In the early 1980s, Social Security was in danger of going bankrupt. A bipartisan commission composed of respected politicians and economists was asked to recommend measures that would make Social Security secure; the Congress would then vote on those recommendations. As a first-term U.S. senator, I held over a dozen special Social Security meetings in New Jersey to get people’s sense of what should happen, given the imperative for some kind of action. At each meeting, I had a professor from the state university explain the exact situation. I then put the options on a blackboard and asked the audience to choose the ones they preferred. The common political wisdom was that the seniors would want tax increases for people paying into the system but not benefit cuts; that workers would want benefit cuts for the elderly and not tax increases for themselves; and that neither the old nor the young would want the retirement age raised. To my surprise I discovered that seniors knew that to save the Social Security system just by increasing taxes would hit their children too hard. They volunteered to take some benefit cuts so the tax increases wouldn’t have to be so large. Workers knew that just cutting benefits would hurt their parents, and therefore they accepted some increased taxes. And both groups agreed to raise the retirement age to sixty-seven, if it was done not immediately but over the next several decades. The bipartisan commission recommended all three measures—benefit cuts, tax increases, and raising the retirement age—and the Congress adopted them. The solution asked something of everyone. That’s what has to h
appen today, in the negotiations over our larger budget. And it will happen, if the public has anything to say about it.
The Battle over Taxes
Today our politicians tend to score political points by pleasing their most extreme supporters. In last August’s Republican presidential debate, one candidate was asked whether he would accept a measure requiring $4 of spending cuts for every $1 of new taxes. He said, “No.” How about $10 in cuts for every $1 of tax increase? Again, the answer was no. Finally, the questioner asked all eight candidates, “Is there any ratio of cuts to taxes that you would accept?” and the answer was still no. The exchange revealed an ideological rigidity that endangers America. In a system that requires compromise to advance the public interest, it’s difficult to move the country forward if compromise is ruled out. Apparently what was most important to those Republican candidates was the next election, not the economic health of their country.

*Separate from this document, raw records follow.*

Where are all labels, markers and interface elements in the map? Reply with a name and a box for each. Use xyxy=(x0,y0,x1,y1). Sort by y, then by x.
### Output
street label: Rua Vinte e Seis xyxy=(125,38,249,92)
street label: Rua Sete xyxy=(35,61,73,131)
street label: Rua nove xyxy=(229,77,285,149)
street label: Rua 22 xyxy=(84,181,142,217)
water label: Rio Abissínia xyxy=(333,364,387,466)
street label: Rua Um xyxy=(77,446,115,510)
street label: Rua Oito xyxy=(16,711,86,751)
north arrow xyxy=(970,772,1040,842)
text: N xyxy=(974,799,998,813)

As we saw in the federal debt-limit confrontation last summer, many Republican senators and representatives seem ready to let the country default on its debt rather than raise taxes. To give you an idea of how radical the views of these latter-day Republicans are, consider Ronald Reagan. He was known by his political base as the president who cut taxes by reducing the top marginal rate in 1981 from 70 percent to 50 percent and in 1986 from 50 percent to 28 percent. What is acknowledged by only a few Republicans, and just as rarely reported by the press, is that in 1982 he presided over the largest peacetime tax increase in American history, which replaced nearly one third of the revenue lost in the 1981 tax cut, and he followed this in 1984 with another large tax increase. He did this by closing a substantial number of tax loopholes—those special exclusions, credits, and deductions that benefit only selected taxpayers. In today’s budget debates, the radical Republicans reject loophole closings because they increase taxes on someone. (Actually, closing loopholes doesn’t “increase” taxes—it just makes sure that someone who owes taxes doesn’t get out of paying them.) By taking this rigid “no tax” position, they forfeit their claim to the legacy of Ronald Reagan.